Arthur Lira estreou como presidente da Câmara informando, com o ato de anulação do bloco que apoiou seu adversário Baleia Rossi - composto por partidos de esquerda, MDB e outros menores - que a guerra continua. Que o espírito do bolsonarismo, o revanchismo e a perseguição aos adversários, vão campear na Câmara.  Os partidos que apoiaram Rossi poderão ficar fora da Mesa e devem ser tratados e a pão e água. Um alvo claro é o PT, que pela distribuição anterior - considerando o bloco de Rossi que Lira dissolveu  - ficaria com a primeira secretaria. Talvez fique sem nada.

Com seu primeiro e violento ato, Lira fez Rodrigo Maia engolir mais uma humilhação. O governo e o Centrão jogaram pesado contra quem tanto protegeu Bolsonaro, segurando mais de 60 pedidos de impeachment. Rossi recebeu apenas 145 votos, menos da metade dos 302 obtidos pelo bolsonarista Lira. A cooptação de seus apoiadores conservadores foi intensa e efetiva. As emendas e os cargos falaram mais alto.

Governos nunca foram indiferentes às disputas pelo comando das casas parlamentares mas não se tem notícia de uma ação tão agressiva do Palácio do Planalto para eleger seus preferidos, especialmente Lira na Câmara, para que seja o engavetador dos pedidos de impeachment. O fisiologismo sempre compareceu, mas quem se valeu dele tão escandalosamenote foi o presidente que jurou acabar com a velha política. Os custos sempre foram altos mas jamais alcançaram as cifras agora envolvidas na compra dos 302 votos que garantiram a eleição de Lira.

Deputados do DEM e do PSDB não resistiram às cenouras do fisiologismo. Aderindoo ao Centrão, colocaram também em cheque o projeto da direita liberal, de formar uma ampla coalizão em torno de seu candidato presidencial em 2022, que hoje atenderia pelo nome de João Dória. FHC mandou recados, Dória entrou em campo, mas muitos tucanos votaram no bolsonarista e não em Rossi.
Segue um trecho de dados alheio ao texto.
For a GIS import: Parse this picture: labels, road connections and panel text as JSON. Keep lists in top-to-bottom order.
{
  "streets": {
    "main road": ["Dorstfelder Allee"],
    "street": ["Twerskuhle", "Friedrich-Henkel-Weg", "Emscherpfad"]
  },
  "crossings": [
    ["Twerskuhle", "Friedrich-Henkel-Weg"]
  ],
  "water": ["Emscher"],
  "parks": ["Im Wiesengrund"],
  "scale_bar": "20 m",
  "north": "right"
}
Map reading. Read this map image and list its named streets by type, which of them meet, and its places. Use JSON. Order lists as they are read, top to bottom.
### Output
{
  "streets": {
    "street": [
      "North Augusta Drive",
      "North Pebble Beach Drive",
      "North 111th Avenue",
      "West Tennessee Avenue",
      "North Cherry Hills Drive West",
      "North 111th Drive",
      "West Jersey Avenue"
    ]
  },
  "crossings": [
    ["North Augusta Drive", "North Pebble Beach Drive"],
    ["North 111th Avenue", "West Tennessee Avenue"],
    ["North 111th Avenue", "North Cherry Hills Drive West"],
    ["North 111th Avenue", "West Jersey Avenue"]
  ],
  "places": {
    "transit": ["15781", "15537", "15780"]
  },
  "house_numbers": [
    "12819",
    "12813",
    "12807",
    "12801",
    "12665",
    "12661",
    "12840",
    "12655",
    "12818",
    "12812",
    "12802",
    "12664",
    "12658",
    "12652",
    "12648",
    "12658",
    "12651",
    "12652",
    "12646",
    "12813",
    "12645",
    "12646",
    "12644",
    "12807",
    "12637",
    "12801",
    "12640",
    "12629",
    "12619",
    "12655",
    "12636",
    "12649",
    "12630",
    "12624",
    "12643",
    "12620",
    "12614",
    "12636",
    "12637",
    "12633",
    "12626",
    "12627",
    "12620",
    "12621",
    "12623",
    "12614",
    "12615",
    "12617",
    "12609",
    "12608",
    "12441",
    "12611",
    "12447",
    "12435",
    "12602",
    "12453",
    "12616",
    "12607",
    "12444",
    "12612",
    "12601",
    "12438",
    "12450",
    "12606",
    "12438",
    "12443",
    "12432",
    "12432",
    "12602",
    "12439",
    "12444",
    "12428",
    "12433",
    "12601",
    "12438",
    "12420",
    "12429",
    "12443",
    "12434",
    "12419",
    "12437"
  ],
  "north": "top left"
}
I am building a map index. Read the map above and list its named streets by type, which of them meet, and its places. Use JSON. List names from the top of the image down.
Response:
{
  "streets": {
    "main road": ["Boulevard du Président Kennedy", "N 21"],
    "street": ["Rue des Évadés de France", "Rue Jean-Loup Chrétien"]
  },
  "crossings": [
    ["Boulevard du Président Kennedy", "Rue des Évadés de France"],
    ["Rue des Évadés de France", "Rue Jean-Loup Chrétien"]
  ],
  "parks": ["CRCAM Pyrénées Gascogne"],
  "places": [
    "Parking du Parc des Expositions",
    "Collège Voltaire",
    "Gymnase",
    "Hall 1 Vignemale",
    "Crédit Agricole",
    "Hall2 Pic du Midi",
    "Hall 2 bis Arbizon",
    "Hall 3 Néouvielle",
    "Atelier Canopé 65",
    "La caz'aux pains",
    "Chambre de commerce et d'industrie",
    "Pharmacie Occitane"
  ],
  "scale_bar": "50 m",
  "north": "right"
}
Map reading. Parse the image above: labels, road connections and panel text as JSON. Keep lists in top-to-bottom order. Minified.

Lira, a seguir na marcha belicosa com que estreou no cargo, manterá a tensão elevada na Câmara. O Centrão agora estará de fato no poder, muito mais que no tempo de Eduardo Cunha: terá o comando da Câmara e um presidente fraco e dependente para ordenhar.

O mercado festeja a eleição de Lira achando que agora as tais reformas neoliberais vão avançar. Não estão entendendo nada. Rodrigo Maia, um liberal, tinha compromisso com elas. Lira e o Centrão têm interesses, não ideologia ou convicções. E se Lira seguir na marcha autoritária com que estreou, não será fácil construir consensos.

A vitória pode reascender os impetos autoritários de Bolsonaro. Ele vai também se empenhar pela agenda de costumes, expressão de seu obscurantismo. E estas foram as razões que levaram a esquerda, exceto PSOL, a apoiar o emedebista Baleia Rossi. Já pela agenda neoliberal. Bolsonaro nunca se bateu de fato.

Mas, jogando tão pesado e tão violentamente a favor do Centrão, que lhe prometeu proteção, Bolsonaro verá surgir na Câmara uma oposição parlamentar mais ampla e mais combativa, ferida nos brios. Ela agora será composta pela esquerda e pela direita derrotada de Rodrigo Maia. Os dois polos frequentemente estarão juntos no combate ao governo, embora dificilmente venham a formar a ainda que a tal frente ampla eleitoral para 2022.

Já no Senado, as coisas poderão ser diferentes. O discurso de vitória de Rodrigo Pacheco foi moderado e conciliador, bem diferente do de Lira. Nele, fez compromissos convergentes com as pautas da esquerda, o que ajuda a explicar o apoio do PT: defendeu enfaticamente a democracia e a Constituição, a observância do regimento, a vacinação urgente para todos, a volta do auxilio emergencial e a recuperação econômica. Isso veremos.

Um novo jogo começa agora, cheio de contradições.